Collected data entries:
---

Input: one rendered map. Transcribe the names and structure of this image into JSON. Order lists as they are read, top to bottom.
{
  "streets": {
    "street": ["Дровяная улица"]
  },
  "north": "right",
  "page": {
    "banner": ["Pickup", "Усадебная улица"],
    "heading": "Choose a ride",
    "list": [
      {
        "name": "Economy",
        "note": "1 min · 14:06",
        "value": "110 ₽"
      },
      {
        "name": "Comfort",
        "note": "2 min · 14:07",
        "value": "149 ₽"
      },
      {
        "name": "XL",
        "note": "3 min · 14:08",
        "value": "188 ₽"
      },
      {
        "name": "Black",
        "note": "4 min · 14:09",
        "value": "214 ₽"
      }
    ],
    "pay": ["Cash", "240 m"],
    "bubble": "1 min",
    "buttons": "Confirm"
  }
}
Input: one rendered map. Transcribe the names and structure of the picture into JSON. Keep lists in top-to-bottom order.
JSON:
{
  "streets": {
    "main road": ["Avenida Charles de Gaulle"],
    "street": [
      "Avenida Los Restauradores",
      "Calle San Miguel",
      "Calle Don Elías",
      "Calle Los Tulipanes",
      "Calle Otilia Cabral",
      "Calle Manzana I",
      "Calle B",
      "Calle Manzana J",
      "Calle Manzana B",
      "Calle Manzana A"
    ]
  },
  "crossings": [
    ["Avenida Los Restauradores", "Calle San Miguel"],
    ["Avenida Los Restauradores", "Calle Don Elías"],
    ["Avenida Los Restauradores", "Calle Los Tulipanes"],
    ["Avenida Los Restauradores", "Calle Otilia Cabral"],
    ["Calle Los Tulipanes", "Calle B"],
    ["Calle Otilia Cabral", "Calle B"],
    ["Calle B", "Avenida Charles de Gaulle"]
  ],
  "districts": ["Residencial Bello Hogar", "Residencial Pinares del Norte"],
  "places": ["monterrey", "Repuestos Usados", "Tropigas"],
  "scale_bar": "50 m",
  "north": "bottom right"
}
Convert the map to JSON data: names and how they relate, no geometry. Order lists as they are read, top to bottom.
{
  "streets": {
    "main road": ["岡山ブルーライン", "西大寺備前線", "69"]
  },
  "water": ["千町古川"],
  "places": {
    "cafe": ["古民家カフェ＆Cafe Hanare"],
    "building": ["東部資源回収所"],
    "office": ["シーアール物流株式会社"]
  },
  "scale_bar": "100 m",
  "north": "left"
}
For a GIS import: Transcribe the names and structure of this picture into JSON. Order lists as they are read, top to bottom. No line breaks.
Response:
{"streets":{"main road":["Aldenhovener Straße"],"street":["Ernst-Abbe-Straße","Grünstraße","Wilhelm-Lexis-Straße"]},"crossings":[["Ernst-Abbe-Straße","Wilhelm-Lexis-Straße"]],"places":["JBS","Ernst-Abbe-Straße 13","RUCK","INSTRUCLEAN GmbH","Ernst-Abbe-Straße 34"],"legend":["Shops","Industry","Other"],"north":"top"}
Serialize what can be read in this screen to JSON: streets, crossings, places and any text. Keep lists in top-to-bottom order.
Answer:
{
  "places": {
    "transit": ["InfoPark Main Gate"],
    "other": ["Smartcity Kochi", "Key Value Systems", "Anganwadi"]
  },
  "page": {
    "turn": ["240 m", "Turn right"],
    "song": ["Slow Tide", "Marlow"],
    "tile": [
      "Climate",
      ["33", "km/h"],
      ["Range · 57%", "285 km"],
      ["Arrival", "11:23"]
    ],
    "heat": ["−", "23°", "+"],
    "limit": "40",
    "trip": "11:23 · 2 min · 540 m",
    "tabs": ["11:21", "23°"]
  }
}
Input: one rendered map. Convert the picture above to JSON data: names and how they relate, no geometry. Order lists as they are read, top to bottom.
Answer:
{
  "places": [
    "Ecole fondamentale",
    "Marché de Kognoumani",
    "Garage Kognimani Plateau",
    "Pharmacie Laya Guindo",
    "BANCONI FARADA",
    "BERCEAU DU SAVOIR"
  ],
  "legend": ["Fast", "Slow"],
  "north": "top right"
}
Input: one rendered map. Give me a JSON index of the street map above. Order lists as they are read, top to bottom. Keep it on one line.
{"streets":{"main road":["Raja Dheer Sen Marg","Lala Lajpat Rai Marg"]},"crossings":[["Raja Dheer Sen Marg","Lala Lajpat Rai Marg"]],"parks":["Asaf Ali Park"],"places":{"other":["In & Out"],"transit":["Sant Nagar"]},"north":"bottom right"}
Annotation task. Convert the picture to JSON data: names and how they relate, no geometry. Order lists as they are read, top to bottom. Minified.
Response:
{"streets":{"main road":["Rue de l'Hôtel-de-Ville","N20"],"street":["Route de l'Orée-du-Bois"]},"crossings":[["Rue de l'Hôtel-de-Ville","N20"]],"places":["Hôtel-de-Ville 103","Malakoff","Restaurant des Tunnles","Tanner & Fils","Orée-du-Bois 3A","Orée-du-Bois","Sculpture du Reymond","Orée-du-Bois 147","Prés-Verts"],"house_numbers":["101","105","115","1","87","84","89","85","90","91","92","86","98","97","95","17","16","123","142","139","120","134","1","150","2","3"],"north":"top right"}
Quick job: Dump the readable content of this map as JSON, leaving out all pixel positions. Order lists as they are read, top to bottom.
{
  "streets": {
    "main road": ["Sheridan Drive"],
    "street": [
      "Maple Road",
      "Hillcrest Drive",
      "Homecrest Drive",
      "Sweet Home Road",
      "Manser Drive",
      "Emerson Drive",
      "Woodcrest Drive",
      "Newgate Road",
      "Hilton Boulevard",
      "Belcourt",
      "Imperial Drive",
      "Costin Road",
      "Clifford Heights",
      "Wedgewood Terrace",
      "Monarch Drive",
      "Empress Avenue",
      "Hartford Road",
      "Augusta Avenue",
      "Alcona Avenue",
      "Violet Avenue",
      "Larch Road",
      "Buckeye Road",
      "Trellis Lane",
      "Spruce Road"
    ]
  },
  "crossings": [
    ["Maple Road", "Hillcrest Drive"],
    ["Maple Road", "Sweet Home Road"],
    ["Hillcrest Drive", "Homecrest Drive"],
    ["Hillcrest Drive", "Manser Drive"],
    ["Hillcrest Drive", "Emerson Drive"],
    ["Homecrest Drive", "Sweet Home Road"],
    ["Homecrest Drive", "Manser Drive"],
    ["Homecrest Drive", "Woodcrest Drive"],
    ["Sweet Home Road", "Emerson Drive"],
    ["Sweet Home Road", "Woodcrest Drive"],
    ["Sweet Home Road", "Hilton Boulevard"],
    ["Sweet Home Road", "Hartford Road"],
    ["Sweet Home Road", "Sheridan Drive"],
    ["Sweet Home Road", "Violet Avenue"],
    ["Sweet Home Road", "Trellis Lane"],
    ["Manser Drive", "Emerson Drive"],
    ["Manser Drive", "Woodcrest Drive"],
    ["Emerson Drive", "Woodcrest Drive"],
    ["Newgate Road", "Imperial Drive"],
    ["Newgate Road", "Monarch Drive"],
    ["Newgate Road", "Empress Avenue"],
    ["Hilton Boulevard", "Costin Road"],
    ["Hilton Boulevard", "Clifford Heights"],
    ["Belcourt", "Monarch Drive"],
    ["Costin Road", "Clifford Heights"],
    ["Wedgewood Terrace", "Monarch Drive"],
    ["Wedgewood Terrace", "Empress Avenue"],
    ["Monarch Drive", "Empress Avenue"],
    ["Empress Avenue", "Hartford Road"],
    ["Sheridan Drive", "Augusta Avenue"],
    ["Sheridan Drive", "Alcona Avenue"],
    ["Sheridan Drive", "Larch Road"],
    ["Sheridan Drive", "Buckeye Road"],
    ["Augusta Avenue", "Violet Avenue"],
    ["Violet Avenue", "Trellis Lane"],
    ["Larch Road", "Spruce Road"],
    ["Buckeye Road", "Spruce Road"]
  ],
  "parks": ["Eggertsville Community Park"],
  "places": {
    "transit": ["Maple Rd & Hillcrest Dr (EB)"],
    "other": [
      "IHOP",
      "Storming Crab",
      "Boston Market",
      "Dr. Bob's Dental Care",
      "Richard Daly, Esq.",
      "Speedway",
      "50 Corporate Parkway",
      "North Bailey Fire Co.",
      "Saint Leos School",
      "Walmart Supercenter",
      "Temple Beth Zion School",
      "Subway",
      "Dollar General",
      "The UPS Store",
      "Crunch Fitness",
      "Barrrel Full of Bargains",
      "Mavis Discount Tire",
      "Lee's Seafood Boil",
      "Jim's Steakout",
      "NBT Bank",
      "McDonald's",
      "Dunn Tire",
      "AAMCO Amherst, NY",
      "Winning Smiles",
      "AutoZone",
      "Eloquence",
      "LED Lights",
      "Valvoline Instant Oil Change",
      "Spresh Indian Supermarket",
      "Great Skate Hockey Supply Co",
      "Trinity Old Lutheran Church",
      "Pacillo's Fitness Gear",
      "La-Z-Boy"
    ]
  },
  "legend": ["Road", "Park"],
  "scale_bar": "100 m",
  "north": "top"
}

---

- _EXERCISE DESCRIPTION_
All that belongs in your answer is the stretch of entries above from the line with "Convert the map" through the line with "For a GIS import: Transcribe", printed exactly.

- _SOLUTION TO THIS PROBLEM_
Convert the map to JSON data: names and how they relate, no geometry. Order lists as they are read, top to bottom.
{
  "streets": {
    "main road": ["岡山ブルーライン", "西大寺備前線", "69"]
  },
  "water": ["千町古川"],
  "places": {
    "cafe": ["古民家カフェ＆Cafe Hanare"],
    "building": ["東部資源回収所"],
    "office": ["シーアール物流株式会社"]
  },
  "scale_bar": "100 m",
  "north": "left"
}
For a GIS import: Transcribe the names and structure of this picture into JSON. Order lists as they are read, top to bottom. No line breaks.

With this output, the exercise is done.